Activity:
Output the first line below and each one after it, exactly, up to and including the line holding "For a GIS import: Give". Pictures should not be copied.

Data excerpts:
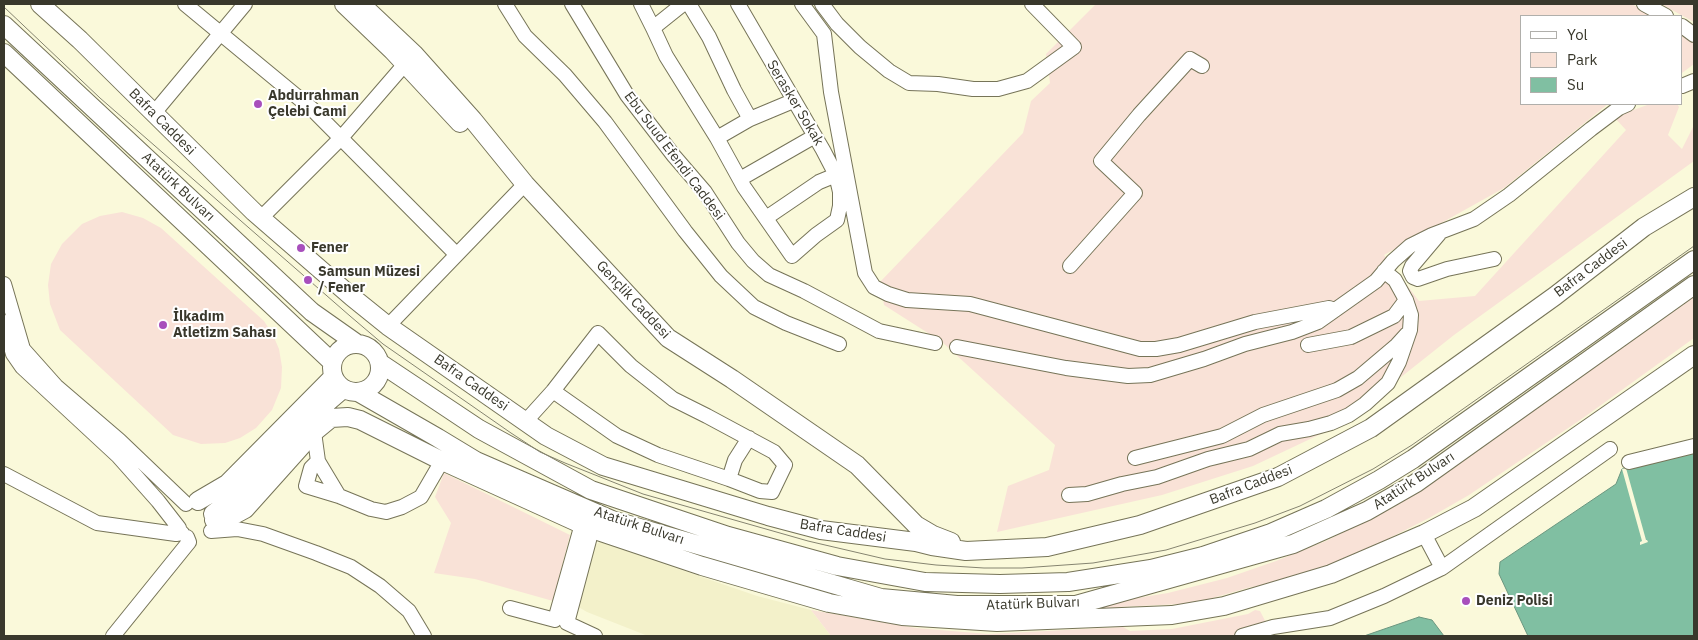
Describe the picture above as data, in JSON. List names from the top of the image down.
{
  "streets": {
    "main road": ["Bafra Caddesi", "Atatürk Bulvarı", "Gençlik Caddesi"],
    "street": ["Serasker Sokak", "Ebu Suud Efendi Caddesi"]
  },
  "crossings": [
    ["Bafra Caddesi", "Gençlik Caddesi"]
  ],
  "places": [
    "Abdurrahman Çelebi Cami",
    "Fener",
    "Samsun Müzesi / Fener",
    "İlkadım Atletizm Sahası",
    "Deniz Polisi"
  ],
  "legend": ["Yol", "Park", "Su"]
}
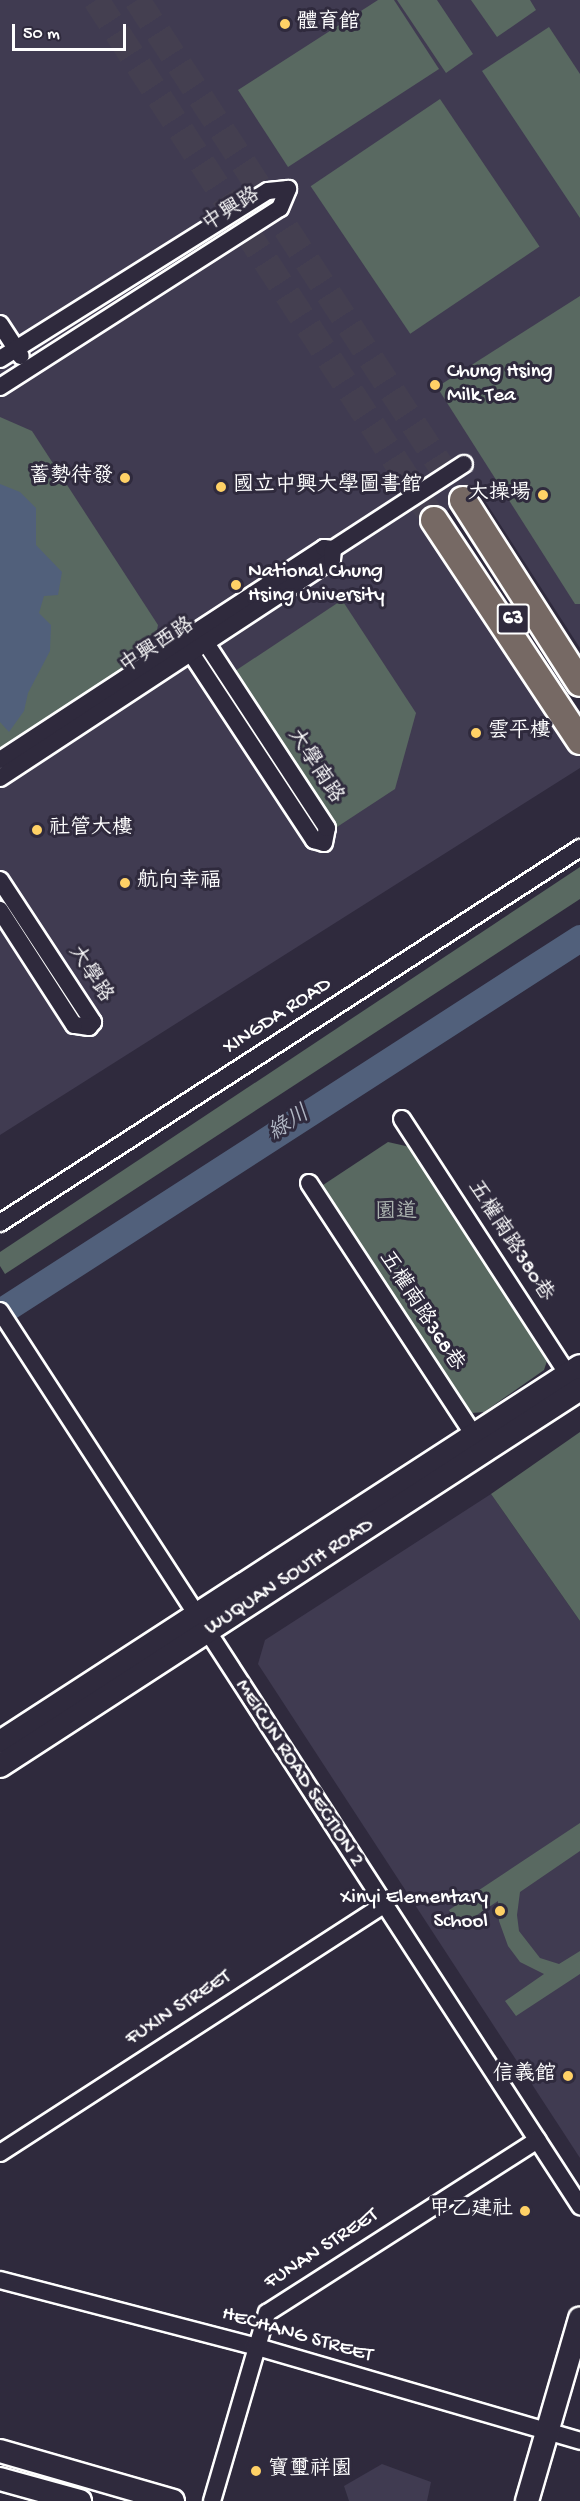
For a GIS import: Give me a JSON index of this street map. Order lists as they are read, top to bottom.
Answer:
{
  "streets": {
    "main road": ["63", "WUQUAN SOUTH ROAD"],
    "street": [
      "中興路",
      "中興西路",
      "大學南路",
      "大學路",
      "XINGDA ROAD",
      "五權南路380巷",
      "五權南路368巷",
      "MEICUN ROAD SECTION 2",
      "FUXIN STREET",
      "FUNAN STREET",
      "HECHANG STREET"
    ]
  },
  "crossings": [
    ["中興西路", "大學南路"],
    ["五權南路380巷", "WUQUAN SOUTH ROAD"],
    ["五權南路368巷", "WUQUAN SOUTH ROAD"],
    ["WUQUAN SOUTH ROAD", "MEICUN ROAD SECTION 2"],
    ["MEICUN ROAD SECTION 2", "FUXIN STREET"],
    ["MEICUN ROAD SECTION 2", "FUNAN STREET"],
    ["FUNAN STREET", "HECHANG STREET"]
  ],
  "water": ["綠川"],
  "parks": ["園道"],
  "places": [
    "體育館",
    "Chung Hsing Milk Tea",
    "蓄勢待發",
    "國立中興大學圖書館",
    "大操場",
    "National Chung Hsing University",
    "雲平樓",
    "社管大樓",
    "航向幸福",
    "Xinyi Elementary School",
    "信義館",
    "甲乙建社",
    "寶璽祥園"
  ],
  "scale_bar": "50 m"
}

Exercise output:
Describe the picture above as data, in JSON. List names from the top of the image down.
{
  "streets": {
    "main road": ["Bafra Caddesi", "Atatürk Bulvarı", "Gençlik Caddesi"],
    "street": ["Serasker Sokak", "Ebu Suud Efendi Caddesi"]
  },
  "crossings": [
    ["Bafra Caddesi", "Gençlik Caddesi"]
  ],
  "places": [
    "Abdurrahman Çelebi Cami",
    "Fener",
    "Samsun Müzesi / Fener",
    "İlkadım Atletizm Sahası",
    "Deniz Polisi"
  ],
  "legend": ["Yol", "Park", "Su"]
}
For a GIS import: Give me a JSON index of this street map. Order lists as they are read, top to bottom.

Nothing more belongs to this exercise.